Task statement — Find the word "sheet" below. Copy each line that has it.
--- START ---
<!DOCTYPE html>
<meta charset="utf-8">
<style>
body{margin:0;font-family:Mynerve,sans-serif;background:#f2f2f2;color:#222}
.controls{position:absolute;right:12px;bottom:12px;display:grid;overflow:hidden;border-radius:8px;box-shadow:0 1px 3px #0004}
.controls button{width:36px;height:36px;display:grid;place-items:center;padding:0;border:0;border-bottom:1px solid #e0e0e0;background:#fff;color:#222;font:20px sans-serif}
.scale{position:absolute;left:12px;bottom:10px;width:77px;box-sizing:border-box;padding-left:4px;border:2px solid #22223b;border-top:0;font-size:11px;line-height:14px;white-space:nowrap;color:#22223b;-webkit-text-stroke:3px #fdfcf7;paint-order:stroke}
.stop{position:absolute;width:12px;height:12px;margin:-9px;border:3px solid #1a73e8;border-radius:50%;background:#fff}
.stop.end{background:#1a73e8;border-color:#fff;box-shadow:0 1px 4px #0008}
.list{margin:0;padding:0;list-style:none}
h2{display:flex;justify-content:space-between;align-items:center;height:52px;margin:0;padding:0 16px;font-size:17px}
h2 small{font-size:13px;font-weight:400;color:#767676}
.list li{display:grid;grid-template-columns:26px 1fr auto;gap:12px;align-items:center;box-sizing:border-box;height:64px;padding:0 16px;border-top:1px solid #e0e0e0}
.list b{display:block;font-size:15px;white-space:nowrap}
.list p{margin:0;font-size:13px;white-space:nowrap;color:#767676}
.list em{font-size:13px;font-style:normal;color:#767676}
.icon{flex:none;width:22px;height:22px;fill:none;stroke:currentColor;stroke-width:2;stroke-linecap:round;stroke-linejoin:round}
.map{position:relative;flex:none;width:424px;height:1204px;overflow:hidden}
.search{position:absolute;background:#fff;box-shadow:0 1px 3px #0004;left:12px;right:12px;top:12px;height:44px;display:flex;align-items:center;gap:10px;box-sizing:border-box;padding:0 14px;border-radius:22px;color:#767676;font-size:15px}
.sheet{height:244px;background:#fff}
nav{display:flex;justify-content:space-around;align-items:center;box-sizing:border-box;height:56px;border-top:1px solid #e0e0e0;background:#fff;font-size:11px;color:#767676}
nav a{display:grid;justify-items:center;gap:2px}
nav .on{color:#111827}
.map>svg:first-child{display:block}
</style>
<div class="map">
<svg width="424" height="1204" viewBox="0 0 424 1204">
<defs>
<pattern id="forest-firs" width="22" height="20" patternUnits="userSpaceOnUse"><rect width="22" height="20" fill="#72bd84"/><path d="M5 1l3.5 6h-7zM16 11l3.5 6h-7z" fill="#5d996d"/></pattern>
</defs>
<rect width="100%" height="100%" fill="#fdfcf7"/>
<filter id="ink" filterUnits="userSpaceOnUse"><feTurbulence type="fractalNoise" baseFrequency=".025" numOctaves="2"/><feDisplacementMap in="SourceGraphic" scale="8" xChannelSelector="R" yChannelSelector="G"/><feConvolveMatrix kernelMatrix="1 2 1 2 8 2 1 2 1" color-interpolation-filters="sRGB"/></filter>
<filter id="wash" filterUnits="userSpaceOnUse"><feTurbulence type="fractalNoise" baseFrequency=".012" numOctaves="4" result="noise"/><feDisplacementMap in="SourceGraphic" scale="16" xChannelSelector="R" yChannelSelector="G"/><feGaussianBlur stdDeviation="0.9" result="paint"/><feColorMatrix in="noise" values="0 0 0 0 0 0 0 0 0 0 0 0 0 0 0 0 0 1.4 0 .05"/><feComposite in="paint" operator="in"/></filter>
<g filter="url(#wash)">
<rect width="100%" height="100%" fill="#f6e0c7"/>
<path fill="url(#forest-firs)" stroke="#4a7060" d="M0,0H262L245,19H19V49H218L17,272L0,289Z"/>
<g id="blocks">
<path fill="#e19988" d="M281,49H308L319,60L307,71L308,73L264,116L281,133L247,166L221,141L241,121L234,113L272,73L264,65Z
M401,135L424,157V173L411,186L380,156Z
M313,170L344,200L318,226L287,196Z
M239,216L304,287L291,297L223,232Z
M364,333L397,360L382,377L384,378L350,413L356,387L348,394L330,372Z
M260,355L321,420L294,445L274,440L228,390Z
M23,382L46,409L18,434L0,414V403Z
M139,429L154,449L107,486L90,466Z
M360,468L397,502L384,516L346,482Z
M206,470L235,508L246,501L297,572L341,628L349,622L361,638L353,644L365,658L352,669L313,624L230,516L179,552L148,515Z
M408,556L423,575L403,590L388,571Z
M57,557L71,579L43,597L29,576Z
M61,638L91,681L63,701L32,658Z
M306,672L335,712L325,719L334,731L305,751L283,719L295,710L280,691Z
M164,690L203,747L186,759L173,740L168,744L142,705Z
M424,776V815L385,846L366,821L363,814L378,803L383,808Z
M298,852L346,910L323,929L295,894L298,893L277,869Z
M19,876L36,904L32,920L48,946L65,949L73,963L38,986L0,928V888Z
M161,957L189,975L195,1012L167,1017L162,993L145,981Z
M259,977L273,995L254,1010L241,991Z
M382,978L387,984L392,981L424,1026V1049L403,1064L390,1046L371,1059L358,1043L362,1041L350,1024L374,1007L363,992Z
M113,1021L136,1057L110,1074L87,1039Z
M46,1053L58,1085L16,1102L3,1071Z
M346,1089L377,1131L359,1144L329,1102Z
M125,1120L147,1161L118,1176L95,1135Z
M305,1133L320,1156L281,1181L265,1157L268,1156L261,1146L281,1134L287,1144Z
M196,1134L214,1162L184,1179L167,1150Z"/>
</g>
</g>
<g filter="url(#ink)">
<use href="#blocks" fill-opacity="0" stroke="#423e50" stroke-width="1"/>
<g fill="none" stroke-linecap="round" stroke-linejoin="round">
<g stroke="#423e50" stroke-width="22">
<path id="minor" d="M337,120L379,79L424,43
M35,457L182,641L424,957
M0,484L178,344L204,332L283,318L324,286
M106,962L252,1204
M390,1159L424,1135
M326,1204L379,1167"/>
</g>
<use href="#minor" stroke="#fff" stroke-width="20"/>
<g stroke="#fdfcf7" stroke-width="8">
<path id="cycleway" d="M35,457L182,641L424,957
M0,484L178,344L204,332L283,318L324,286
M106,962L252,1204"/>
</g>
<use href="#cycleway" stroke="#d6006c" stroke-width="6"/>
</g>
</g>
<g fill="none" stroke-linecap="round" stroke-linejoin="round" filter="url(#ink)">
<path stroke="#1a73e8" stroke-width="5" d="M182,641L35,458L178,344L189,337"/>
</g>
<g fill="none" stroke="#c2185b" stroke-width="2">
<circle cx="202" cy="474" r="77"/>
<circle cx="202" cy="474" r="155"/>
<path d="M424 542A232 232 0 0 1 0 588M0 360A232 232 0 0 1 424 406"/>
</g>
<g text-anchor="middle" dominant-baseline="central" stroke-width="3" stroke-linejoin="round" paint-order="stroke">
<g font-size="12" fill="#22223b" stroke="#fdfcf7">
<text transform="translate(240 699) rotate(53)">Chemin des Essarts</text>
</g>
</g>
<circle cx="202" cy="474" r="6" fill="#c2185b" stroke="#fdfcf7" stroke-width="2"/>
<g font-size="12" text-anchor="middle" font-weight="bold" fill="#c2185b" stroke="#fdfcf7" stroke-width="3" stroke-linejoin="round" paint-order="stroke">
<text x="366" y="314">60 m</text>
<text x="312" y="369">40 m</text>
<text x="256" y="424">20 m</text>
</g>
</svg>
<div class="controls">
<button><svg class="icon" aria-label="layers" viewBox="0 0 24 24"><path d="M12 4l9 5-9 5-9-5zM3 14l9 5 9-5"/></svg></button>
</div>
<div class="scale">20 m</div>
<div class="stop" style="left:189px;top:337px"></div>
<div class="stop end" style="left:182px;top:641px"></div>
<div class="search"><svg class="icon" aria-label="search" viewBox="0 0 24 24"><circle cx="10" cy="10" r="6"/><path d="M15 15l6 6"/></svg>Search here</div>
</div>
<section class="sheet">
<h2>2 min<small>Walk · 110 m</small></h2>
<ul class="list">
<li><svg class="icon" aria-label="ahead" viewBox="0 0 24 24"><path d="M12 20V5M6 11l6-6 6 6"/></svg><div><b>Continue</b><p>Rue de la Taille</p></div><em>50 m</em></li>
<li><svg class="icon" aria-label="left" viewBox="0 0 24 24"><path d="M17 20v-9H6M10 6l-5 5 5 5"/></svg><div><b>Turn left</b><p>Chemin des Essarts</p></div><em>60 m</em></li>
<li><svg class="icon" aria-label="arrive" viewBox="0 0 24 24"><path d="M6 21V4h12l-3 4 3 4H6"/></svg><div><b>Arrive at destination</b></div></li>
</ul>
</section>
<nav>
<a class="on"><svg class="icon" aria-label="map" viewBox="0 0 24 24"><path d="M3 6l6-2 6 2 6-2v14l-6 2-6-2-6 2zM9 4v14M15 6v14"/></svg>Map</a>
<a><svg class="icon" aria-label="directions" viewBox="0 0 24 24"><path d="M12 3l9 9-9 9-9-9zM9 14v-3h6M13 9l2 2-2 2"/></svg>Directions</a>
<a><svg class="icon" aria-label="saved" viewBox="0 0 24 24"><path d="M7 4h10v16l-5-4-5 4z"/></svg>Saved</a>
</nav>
--- END ---
Response box —
.sheet{height:244px;background:#fff}
<section class="sheet">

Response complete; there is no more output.